*Task directions*
The entries are to be repeated exactly, with all pictures omitted.

[Stored data]
++++++

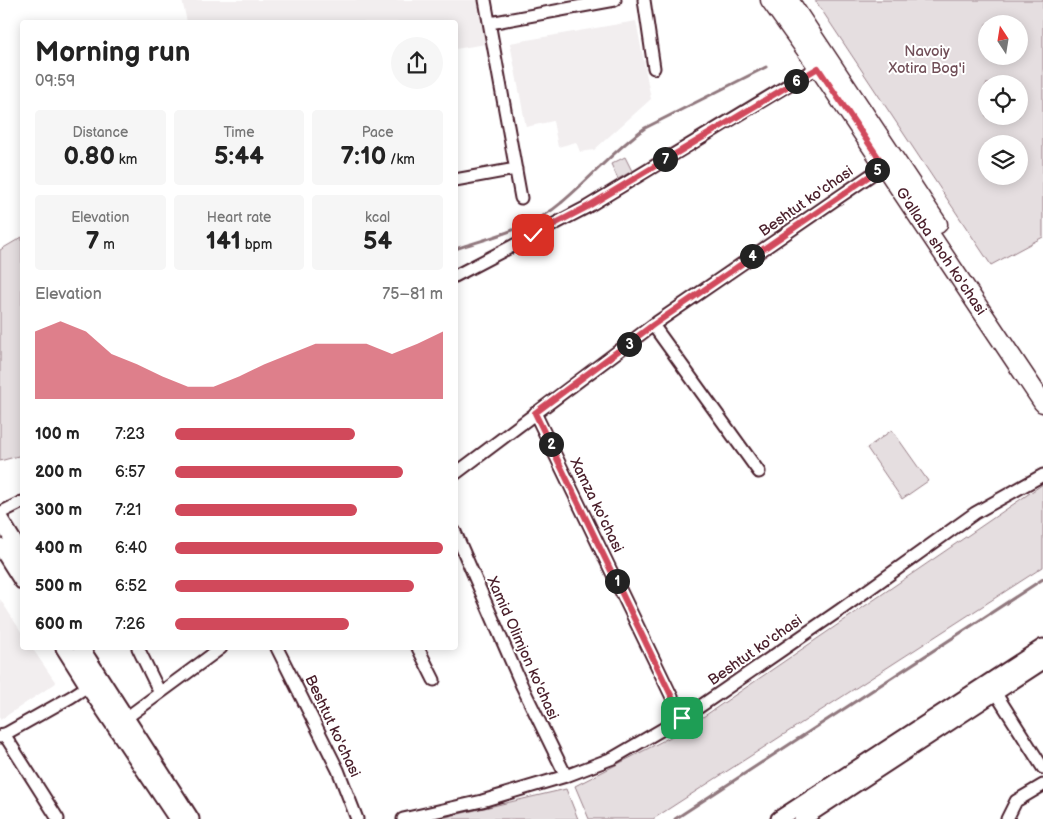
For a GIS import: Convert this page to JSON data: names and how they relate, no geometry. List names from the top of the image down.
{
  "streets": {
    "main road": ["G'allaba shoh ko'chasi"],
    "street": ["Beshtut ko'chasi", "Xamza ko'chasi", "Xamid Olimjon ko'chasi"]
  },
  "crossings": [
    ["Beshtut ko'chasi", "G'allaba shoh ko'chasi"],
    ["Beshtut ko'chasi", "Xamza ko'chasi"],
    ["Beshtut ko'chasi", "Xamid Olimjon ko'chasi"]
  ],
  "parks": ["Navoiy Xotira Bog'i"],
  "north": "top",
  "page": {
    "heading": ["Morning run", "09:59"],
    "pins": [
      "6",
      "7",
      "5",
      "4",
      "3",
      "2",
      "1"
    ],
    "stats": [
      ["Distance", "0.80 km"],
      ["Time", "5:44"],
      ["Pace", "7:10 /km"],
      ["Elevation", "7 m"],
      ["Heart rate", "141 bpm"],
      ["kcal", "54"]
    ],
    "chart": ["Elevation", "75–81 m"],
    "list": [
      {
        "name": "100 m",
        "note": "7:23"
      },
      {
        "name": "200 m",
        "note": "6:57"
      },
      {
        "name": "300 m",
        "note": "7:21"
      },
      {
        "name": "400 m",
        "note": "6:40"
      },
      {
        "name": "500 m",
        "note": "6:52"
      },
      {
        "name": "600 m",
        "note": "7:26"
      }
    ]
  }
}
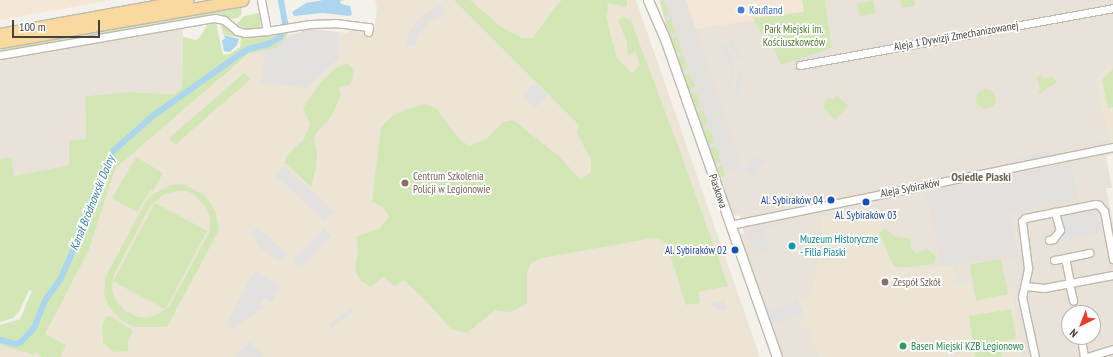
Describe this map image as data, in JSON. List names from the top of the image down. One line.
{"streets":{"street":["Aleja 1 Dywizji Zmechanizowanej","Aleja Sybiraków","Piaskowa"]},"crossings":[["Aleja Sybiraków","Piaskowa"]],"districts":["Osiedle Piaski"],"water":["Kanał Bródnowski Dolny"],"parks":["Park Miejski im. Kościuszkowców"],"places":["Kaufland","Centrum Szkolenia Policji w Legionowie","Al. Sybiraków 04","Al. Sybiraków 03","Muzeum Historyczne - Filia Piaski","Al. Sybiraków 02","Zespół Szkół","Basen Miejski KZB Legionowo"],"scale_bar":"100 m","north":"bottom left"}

++++++

*Output for this task*
For a GIS import: Convert this page to JSON data: names and how they relate, no geometry. List names from the top of the image down.
{
  "streets": {
    "main road": ["G'allaba shoh ko'chasi"],
    "street": ["Beshtut ko'chasi", "Xamza ko'chasi", "Xamid Olimjon ko'chasi"]
  },
  "crossings": [
    ["Beshtut ko'chasi", "G'allaba shoh ko'chasi"],
    ["Beshtut ko'chasi", "Xamza ko'chasi"],
    ["Beshtut ko'chasi", "Xamid Olimjon ko'chasi"]
  ],
  "parks": ["Navoiy Xotira Bog'i"],
  "north": "top",
  "page": {
    "heading": ["Morning run", "09:59"],
    "pins": [
      "6",
      "7",
      "5",
      "4",
      "3",
      "2",
      "1"
    ],
    "stats": [
      ["Distance", "0.80 km"],
      ["Time", "5:44"],
      ["Pace", "7:10 /km"],
      ["Elevation", "7 m"],
      ["Heart rate", "141 bpm"],
      ["kcal", "54"]
    ],
    "chart": ["Elevation", "75–81 m"],
    "list": [
      {
        "name": "100 m",
        "note": "7:23"
      },
      {
        "name": "200 m",
        "note": "6:57"
      },
      {
        "name": "300 m",
        "note": "7:21"
      },
      {
        "name": "400 m",
        "note": "6:40"
      },
      {
        "name": "500 m",
        "note": "6:52"
      },
      {
        "name": "600 m",
        "note": "7:26"
      }
    ]
  }
}
Describe this map image as data, in JSON. List names from the top of the image down. One line.
{"streets":{"street":["Aleja 1 Dywizji Zmechanizowanej","Aleja Sybiraków","Piaskowa"]},"crossings":[["Aleja Sybiraków","Piaskowa"]],"districts":["Osiedle Piaski"],"water":["Kanał Bródnowski Dolny"],"parks":["Park Miejski im. Kościuszkowców"],"places":["Kaufland","Centrum Szkolenia Policji w Legionowie","Al. Sybiraków 04","Al. Sybiraków 03","Muzeum Historyczne - Filia Piaski","Al. Sybiraków 02","Zespół Szkół","Basen Miejski KZB Legionowo"],"scale_bar":"100 m","north":"bottom left"}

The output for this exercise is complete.